Excerpted data below:

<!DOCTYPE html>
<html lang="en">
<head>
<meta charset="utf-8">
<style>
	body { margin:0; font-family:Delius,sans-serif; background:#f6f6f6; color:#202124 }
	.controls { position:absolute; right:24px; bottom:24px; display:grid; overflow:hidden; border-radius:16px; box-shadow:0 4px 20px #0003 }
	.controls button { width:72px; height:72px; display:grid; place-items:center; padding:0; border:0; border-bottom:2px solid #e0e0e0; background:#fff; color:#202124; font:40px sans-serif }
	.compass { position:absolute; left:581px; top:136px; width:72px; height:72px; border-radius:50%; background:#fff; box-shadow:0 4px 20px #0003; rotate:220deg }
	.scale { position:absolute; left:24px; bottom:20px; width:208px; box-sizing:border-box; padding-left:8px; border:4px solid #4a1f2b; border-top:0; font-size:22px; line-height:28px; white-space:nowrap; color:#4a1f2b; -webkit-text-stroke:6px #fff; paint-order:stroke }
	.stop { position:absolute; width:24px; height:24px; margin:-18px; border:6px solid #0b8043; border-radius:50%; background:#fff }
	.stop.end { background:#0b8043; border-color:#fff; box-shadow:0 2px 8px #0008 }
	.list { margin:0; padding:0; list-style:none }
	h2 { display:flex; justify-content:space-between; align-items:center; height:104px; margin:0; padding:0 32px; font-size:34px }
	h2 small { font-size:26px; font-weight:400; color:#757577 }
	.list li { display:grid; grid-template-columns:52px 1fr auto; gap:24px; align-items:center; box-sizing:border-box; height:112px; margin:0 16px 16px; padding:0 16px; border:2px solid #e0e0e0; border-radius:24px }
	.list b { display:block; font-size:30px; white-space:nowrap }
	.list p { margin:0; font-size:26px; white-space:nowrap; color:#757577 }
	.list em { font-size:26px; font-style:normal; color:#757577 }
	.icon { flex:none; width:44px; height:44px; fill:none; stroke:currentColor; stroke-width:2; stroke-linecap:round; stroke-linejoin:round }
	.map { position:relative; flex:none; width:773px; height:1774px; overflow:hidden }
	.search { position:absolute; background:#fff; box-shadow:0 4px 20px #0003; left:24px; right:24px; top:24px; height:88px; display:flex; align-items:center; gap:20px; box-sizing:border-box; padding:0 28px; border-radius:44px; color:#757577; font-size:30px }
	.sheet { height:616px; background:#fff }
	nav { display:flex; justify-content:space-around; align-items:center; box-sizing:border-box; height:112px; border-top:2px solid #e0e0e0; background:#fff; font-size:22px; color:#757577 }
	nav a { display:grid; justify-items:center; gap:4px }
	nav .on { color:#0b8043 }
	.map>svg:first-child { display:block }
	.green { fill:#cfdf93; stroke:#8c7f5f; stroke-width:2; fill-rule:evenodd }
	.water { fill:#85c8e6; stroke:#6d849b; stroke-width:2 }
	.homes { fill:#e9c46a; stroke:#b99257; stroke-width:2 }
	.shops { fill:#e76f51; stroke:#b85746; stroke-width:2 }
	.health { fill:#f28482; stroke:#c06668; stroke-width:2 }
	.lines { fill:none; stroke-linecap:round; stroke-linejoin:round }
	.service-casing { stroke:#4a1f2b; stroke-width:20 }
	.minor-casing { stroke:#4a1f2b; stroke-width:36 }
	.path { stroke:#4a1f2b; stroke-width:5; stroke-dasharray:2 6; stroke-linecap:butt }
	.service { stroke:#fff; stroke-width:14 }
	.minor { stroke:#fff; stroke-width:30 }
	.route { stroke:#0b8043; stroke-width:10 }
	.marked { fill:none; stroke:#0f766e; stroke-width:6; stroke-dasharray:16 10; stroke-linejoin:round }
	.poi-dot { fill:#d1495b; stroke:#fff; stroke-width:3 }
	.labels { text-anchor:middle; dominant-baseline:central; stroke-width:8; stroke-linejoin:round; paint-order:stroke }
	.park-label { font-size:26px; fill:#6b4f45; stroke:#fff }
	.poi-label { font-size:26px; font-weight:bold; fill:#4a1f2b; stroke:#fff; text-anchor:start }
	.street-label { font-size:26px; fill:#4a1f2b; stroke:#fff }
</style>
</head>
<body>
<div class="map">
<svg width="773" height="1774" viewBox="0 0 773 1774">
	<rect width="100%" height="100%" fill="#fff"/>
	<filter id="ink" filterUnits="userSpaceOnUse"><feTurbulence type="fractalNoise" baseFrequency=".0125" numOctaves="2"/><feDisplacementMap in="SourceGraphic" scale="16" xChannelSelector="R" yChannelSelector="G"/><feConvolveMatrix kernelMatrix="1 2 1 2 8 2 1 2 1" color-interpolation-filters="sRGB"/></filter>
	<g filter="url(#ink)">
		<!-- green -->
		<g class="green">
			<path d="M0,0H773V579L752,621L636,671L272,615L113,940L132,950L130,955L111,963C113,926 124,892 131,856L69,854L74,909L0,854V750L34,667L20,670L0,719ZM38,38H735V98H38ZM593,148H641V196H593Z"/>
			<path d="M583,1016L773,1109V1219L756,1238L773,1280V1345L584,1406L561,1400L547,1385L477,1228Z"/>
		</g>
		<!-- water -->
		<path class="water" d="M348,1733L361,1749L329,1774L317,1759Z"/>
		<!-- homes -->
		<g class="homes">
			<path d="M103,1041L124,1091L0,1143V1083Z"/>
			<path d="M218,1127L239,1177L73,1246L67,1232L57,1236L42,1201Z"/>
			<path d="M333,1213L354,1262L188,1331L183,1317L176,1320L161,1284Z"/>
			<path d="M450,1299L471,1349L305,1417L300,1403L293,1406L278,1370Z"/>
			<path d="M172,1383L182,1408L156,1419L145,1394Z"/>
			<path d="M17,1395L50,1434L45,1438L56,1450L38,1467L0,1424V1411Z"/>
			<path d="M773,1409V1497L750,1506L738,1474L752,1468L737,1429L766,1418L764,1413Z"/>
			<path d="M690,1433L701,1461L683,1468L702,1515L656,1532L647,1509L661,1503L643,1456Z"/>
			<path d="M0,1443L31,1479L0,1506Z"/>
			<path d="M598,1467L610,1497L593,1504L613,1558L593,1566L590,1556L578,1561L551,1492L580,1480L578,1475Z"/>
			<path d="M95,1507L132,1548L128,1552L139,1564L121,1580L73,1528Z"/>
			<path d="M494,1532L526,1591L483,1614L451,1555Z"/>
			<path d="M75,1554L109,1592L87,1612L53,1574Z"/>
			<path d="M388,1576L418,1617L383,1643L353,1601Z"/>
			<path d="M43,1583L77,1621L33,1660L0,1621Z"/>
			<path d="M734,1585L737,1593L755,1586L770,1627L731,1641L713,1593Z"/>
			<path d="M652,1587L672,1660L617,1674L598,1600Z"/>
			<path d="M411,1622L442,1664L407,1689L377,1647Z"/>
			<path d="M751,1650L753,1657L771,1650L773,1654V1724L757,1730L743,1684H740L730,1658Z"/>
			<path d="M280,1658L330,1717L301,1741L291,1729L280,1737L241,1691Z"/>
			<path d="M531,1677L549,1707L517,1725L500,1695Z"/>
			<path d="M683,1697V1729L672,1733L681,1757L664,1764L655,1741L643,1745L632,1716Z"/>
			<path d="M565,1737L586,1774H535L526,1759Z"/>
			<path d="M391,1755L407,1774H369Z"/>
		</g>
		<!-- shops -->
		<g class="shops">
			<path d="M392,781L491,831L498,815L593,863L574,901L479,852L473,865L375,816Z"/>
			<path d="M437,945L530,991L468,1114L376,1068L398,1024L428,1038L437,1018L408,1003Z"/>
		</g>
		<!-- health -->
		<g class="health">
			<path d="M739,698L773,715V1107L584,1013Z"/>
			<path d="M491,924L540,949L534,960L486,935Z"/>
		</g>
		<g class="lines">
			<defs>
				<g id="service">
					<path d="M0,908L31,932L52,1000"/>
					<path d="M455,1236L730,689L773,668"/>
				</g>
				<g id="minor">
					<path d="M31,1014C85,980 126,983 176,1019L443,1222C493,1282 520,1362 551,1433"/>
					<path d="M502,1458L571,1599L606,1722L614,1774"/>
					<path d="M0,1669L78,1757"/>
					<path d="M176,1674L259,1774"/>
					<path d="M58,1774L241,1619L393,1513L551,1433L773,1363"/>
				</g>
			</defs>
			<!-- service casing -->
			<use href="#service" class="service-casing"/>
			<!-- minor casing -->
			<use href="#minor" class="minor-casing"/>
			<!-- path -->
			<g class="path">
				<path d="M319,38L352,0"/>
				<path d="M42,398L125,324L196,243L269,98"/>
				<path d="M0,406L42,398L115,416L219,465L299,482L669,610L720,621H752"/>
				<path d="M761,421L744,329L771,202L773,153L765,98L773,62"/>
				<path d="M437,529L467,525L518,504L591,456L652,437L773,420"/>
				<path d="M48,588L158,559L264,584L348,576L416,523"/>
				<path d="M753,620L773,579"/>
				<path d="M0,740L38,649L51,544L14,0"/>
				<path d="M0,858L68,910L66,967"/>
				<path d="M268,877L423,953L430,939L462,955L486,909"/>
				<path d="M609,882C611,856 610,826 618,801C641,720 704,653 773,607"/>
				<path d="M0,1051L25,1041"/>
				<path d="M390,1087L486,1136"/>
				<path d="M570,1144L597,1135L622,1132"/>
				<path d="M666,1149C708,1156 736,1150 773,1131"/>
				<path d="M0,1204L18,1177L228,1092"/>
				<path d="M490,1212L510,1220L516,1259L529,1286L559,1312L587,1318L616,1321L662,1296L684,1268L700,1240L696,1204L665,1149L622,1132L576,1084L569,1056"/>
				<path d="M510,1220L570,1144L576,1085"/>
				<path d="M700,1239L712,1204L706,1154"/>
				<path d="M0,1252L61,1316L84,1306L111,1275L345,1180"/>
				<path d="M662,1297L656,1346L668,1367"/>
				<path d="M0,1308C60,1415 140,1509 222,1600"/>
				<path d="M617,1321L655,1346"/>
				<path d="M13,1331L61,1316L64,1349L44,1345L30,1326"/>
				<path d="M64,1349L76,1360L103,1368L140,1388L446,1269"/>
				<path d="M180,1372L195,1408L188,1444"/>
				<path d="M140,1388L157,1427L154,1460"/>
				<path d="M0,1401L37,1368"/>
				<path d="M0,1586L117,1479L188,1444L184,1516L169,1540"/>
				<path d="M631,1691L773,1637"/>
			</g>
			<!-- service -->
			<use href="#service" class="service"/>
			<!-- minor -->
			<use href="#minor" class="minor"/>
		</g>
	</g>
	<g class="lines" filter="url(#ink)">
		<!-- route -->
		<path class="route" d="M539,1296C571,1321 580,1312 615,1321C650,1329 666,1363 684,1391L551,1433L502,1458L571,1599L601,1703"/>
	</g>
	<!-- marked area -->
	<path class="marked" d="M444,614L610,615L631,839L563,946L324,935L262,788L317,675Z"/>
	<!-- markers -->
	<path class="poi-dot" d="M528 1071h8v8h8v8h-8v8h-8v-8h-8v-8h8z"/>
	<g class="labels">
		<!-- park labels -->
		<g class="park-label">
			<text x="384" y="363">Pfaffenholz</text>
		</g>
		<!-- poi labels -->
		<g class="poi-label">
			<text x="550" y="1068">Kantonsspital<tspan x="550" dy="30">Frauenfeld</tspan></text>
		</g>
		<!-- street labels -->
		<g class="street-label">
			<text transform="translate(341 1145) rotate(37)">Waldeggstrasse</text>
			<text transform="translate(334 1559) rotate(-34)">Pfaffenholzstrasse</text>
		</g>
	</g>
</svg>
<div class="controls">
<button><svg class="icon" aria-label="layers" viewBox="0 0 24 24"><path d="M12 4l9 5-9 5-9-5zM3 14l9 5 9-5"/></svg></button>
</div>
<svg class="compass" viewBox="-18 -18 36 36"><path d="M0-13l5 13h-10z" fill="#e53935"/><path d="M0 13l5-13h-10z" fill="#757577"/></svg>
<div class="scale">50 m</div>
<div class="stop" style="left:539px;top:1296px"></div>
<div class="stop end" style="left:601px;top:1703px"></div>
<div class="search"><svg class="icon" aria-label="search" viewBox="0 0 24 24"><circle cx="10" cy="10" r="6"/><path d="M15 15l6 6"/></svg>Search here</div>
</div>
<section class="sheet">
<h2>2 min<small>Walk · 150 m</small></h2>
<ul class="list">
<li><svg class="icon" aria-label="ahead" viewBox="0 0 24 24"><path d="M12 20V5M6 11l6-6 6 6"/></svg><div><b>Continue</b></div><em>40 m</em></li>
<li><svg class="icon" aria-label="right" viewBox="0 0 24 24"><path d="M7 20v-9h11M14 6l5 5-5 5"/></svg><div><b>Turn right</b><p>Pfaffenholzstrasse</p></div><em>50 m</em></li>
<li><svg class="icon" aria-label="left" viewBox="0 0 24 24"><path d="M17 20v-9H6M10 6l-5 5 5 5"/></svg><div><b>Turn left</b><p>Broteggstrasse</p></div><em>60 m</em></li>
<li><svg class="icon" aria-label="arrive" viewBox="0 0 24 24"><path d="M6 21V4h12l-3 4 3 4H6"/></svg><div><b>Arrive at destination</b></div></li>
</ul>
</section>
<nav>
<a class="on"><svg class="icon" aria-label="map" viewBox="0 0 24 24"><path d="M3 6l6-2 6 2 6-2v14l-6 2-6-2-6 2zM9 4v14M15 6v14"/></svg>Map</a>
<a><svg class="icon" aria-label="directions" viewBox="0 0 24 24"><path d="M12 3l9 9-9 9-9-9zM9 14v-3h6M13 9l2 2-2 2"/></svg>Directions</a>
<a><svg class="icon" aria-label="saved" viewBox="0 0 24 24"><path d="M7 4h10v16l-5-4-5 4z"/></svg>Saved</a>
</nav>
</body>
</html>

End of Excerpted data.

- _Work required_
Your answer must be the lines above, unchanged, from the first one through the line that holds "position:relative; flex:none; width:773px;", inclusive, and no others.

- _Answer below_
<!DOCTYPE html>
<html lang="en">
<head>
<meta charset="utf-8">
<style>
	body { margin:0; font-family:Delius,sans-serif; background:#f6f6f6; color:#202124 }
	.controls { position:absolute; right:24px; bottom:24px; display:grid; overflow:hidden; border-radius:16px; box-shadow:0 4px 20px #0003 }
	.controls button { width:72px; height:72px; display:grid; place-items:center; padding:0; border:0; border-bottom:2px solid #e0e0e0; background:#fff; color:#202124; font:40px sans-serif }
	.compass { position:absolute; left:581px; top:136px; width:72px; height:72px; border-radius:50%; background:#fff; box-shadow:0 4px 20px #0003; rotate:220deg }
	.scale { position:absolute; left:24px; bottom:20px; width:208px; box-sizing:border-box; padding-left:8px; border:4px solid #4a1f2b; border-top:0; font-size:22px; line-height:28px; white-space:nowrap; color:#4a1f2b; -webkit-text-stroke:6px #fff; paint-order:stroke }
	.stop { position:absolute; width:24px; height:24px; margin:-18px; border:6px solid #0b8043; border-radius:50%; background:#fff }
	.stop.end { background:#0b8043; border-color:#fff; box-shadow:0 2px 8px #0008 }
	.list { margin:0; padding:0; list-style:none }
	h2 { display:flex; justify-content:space-between; align-items:center; height:104px; margin:0; padding:0 32px; font-size:34px }
	h2 small { font-size:26px; font-weight:400; color:#757577 }
	.list li { display:grid; grid-template-columns:52px 1fr auto; gap:24px; align-items:center; box-sizing:border-box; height:112px; margin:0 16px 16px; padding:0 16px; border:2px solid #e0e0e0; border-radius:24px }
	.list b { display:block; font-size:30px; white-space:nowrap }
	.list p { margin:0; font-size:26px; white-space:nowrap; color:#757577 }
	.list em { font-size:26px; font-style:normal; color:#757577 }
	.icon { flex:none; width:44px; height:44px; fill:none; stroke:currentColor; stroke-width:2; stroke-linecap:round; stroke-linejoin:round }
	.map { position:relative; flex:none; width:773px; height:1774px; overflow:hidden }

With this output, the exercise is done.